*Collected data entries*
*-*-*
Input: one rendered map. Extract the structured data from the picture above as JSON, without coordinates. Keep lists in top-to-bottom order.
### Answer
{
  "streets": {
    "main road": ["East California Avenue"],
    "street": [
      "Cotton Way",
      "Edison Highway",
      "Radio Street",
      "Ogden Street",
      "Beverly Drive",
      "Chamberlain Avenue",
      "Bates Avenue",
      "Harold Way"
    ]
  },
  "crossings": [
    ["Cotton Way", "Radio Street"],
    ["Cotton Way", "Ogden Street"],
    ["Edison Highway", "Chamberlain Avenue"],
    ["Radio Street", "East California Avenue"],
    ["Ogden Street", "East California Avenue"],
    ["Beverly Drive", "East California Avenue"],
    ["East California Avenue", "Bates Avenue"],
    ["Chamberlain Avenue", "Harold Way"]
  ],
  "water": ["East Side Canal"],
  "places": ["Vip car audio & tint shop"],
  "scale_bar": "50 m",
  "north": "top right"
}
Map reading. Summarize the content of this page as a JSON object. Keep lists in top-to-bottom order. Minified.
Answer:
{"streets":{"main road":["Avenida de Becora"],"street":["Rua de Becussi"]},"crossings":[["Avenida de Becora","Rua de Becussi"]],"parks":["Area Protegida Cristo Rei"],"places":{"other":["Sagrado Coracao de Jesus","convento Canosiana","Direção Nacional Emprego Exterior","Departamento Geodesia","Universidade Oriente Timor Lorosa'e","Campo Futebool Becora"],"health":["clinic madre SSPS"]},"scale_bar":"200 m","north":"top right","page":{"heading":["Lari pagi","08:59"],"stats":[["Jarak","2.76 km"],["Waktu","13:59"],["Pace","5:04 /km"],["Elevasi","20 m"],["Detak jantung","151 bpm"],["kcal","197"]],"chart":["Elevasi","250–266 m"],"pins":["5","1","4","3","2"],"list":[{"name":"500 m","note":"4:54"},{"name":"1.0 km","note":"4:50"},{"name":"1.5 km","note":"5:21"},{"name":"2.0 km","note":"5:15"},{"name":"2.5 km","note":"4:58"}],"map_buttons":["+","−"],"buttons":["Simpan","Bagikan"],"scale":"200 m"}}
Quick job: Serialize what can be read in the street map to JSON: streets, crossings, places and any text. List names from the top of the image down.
*-*-*
Output all of the data again. Match it exactly.

*Written response*
Input: one rendered map. Extract the structured data from the picture above as JSON, without coordinates. Keep lists in top-to-bottom order.
### Answer
{
  "streets": {
    "main road": ["East California Avenue"],
    "street": [
      "Cotton Way",
      "Edison Highway",
      "Radio Street",
      "Ogden Street",
      "Beverly Drive",
      "Chamberlain Avenue",
      "Bates Avenue",
      "Harold Way"
    ]
  },
  "crossings": [
    ["Cotton Way", "Radio Street"],
    ["Cotton Way", "Ogden Street"],
    ["Edison Highway", "Chamberlain Avenue"],
    ["Radio Street", "East California Avenue"],
    ["Ogden Street", "East California Avenue"],
    ["Beverly Drive", "East California Avenue"],
    ["East California Avenue", "Bates Avenue"],
    ["Chamberlain Avenue", "Harold Way"]
  ],
  "water": ["East Side Canal"],
  "places": ["Vip car audio & tint shop"],
  "scale_bar": "50 m",
  "north": "top right"
}
Map reading. Summarize the content of this page as a JSON object. Keep lists in top-to-bottom order. Minified.
Answer:
{"streets":{"main road":["Avenida de Becora"],"street":["Rua de Becussi"]},"crossings":[["Avenida de Becora","Rua de Becussi"]],"parks":["Area Protegida Cristo Rei"],"places":{"other":["Sagrado Coracao de Jesus","convento Canosiana","Direção Nacional Emprego Exterior","Departamento Geodesia","Universidade Oriente Timor Lorosa'e","Campo Futebool Becora"],"health":["clinic madre SSPS"]},"scale_bar":"200 m","north":"top right","page":{"heading":["Lari pagi","08:59"],"stats":[["Jarak","2.76 km"],["Waktu","13:59"],["Pace","5:04 /km"],["Elevasi","20 m"],["Detak jantung","151 bpm"],["kcal","197"]],"chart":["Elevasi","250–266 m"],"pins":["5","1","4","3","2"],"list":[{"name":"500 m","note":"4:54"},{"name":"1.0 km","note":"4:50"},{"name":"1.5 km","note":"5:21"},{"name":"2.0 km","note":"5:15"},{"name":"2.5 km","note":"4:58"}],"map_buttons":["+","−"],"buttons":["Simpan","Bagikan"],"scale":"200 m"}}
Quick job: Serialize what can be read in the street map to JSON: streets, crossings, places and any text. List names from the top of the image down.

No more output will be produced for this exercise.